Earlier today while reading through the Zend Framework 1.6 RC1 release notes I've come across an interesting bug that has been fixed: [ZF-3382] Zend_Cache_Backend_File problems under very high load.

There are a lot of things to say about this issue. The obvious ones first:
1. Under typical operation such as opening, locking, reading/writing, and then closing a file you should never need to unlock a file explicitly since fclose() implicitly unlocks a file. Calling flock(LOCK_UN) explicitly merely introduces a potential race condition between the lock release and file close. And it'll be (very) hard to debug.
2. PHP's fopen() has a bug when using "wb" (overwrite in binary mode). Instead, "ab+" (append in binary mode) followed by a fseek(0) and truncate(0) eliminates another potential race problem. Roof Top Solutions has an article on this.

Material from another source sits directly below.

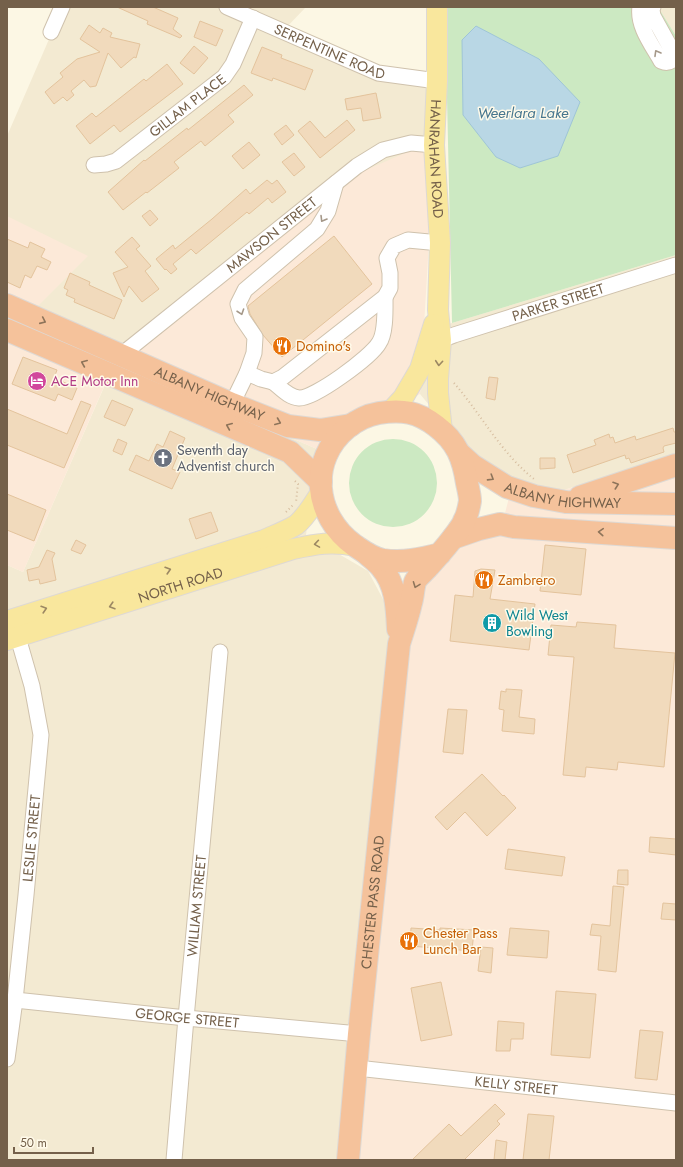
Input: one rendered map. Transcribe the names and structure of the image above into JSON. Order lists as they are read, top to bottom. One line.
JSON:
{"streets":{"highway":["ALBANY HIGHWAY","CHESTER PASS ROAD"],"main road":["HANRAHAN ROAD","NORTH ROAD"],"street":["SERPENTINE ROAD","GILLAM PLACE","MAWSON STREET","PARKER STREET","LESLIE STREET","WILLIAM STREET","GEORGE STREET","KELLY STREET"]},"crossings":[["SERPENTINE ROAD","GILLAM PLACE"],["SERPENTINE ROAD","HANRAHAN ROAD"],["HANRAHAN ROAD","MAWSON STREET"],["HANRAHAN ROAD","PARKER STREET"],["MAWSON STREET","ALBANY HIGHWAY"],["ALBANY HIGHWAY","NORTH ROAD"],["ALBANY HIGHWAY","CHESTER PASS ROAD"],["NORTH ROAD","LESLIE STREET"],["NORTH ROAD","CHESTER PASS ROAD"],["LESLIE STREET","GEORGE STREET"],["CHESTER PASS ROAD","GEORGE STREET"],["CHESTER PASS ROAD","KELLY STREET"],["WILLIAM STREET","GEORGE STREET"]],"water":["Weerlara Lake"],"places":{"restaurant":["Domino's","Zambrero","Chester Pass Lunch Bar"],"hotel":["ACE Motor Inn"],"church":["Seventh day Adventist church"],"building":["Wild West Bowling"]},"scale_bar":"50 m"}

Honestly, these types of bugs are of the worst kind particularly because they're rather hard to identify. The buggy code runs and seems fine, but will fail when you need it the most; under high loads, such as when you're on digg, slashdot, or any other large site that sends massive amounts of traffic your way. Suddenly, instead of helping your site scale, it causes your web application to thrash while the cache files are getting clobbered and trampled on.

Now imagine this is an issue with your in-house component that you have to solve by yourself. First it would have to be isolated and identified because the big picture is just that your application crumbles under high load — "even with all the caching that it's doing. Not sure what's going on", might be the first thought. I know that it would take me quite some time to actually narrow it down to the caching layer, create stress tests, experiment with various backends to see if, say, using memcache vs. files would fix the issue. And that's just identifying the problem. When it comes to fixing it, not explicitly unlocking isn't too hard to figure out, but the issue with fopen() in "wb" mode? That would have taken a while. Case in point; looking at the issue ticket, it was created June 4 and resolved on June 26, and judging by the notes, largely due to the efforts of Cody Pisto, who spent his afternoon on June 25 identifying the problems and creating a patch for this tricky issue.

Furthermore, this is a great example of the benefits gained from the Zend Framework (and other open source frameworks and components). In buzzwordy marketing lingo: It's a time and battle tested feature rich platform of loosely coupled components that you can mix and match as you please, and it only gets better as its adoption rate increases.